What Are Scars?
Wound healing after dermal injury is an imperfect process, inevitably leading to scar formation as the skin re- establishes its integrity. The resulting scars have different characteristics to normal skin, ranging from fine-line asymptomatic scars to problematic scarring including hypertrophic and keloid scars.
Hypertrophic and keloids resulting from trauma and burns can be associated with physical and psychological distress, and they can be accompanied by significant pain, inflammation, erythema, dryness and puritis.
Keloids and hypertrophic scars are skin abnormalities that are unique to humans and are characterized by excessive deposition of collagen in the dermis and subcutaneous tissues secondary to traumatic or surgical injuries. The main pathological characteristics of scars are an overproduction of extracellular matrix and collagens. The abnormal architecture of collagen that results is the cause of the visible cutaneous scar.
The immediate response in the derma to injury is the infiltration of inflammatory cells and release of cytokines for wound healing. While the proper level of each cytokine is essential for healing, aberrant levels of inflammatory cytokines result in excessive fibroblast proliferation causing
scarring, which can cause significant disfigurement of the skin.
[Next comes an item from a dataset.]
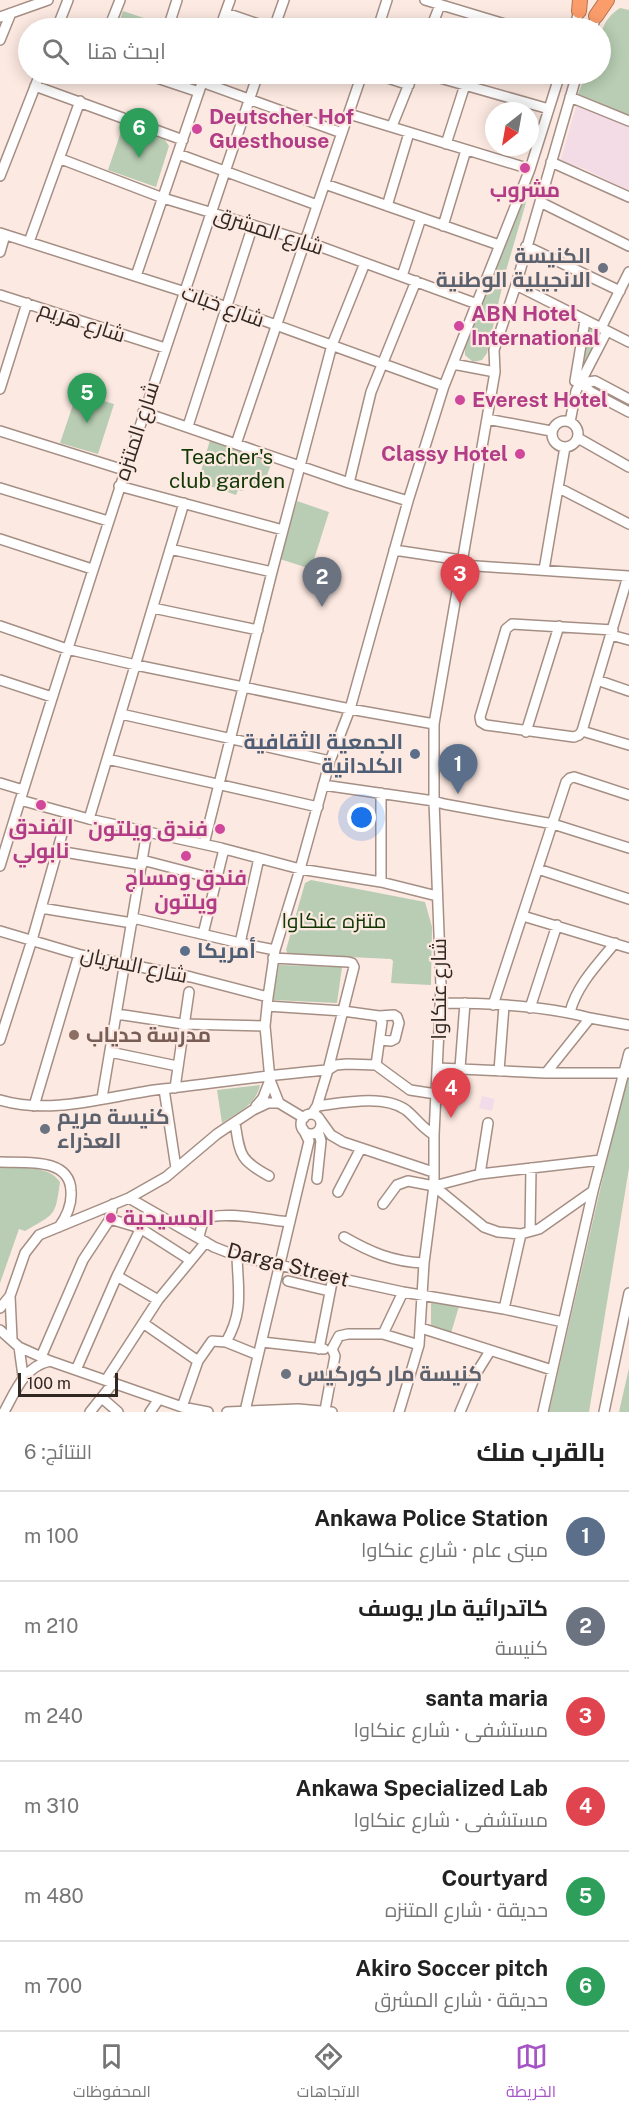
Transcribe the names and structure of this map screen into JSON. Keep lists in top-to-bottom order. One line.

Current Methods to Manage Scarring
Current treatments of excessive scars with intralesional corticosteroids injections have been the golden standard for treatment of scars since the middle 1960s, however the mechanism of action of this treatment is mainly symptomatic, not completely understood, painful and often followed by several side effects, such as atrophy of the surrounding normal skin, fat and muscle and osteoporosis and pain at the injection side. Combination therapies, particularly surgical removal of scars followed by cryotherapy, pressure therapy, radiotherapy and application of silicon sheets seem to yield the highest rate of success and lowest recurrence rates, but have significant side effect and in some cases, poor patient compliance can affect outcomes. Emerging techniques based on the use of inhibitors of transforming growth factor (TGF-β) activation, inflammatory mediators and growth factors have been tested in clinical trials giving promising results.
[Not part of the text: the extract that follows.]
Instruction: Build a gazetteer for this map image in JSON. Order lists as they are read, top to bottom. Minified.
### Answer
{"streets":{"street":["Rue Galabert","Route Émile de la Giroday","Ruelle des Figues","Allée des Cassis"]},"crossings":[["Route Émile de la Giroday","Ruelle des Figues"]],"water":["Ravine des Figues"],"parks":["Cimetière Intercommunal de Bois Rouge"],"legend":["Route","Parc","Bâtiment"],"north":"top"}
Treatment such as electrical stimulation, photodynamic therapy and steroids are only available in a clinical setting. The most cited treatment option for keloids is surgical excision, followed by combination therapy including intralesional steroid injections, most commonly triamcinolone (TAC), with silicone gel or sheeting
and/or pressure bandages. However, recurrence rates following keloid revision surgery are high and are difficult to define, varying considerably. Hydration and occlusion, facilitated by silicone gels and sheeting, are thought to potentially influence burn, hypertrophic and keloid scar maturation, suppressing the inflammatory response triggered by keratinocytes and the epidermis in response to a compromised stratum corneum.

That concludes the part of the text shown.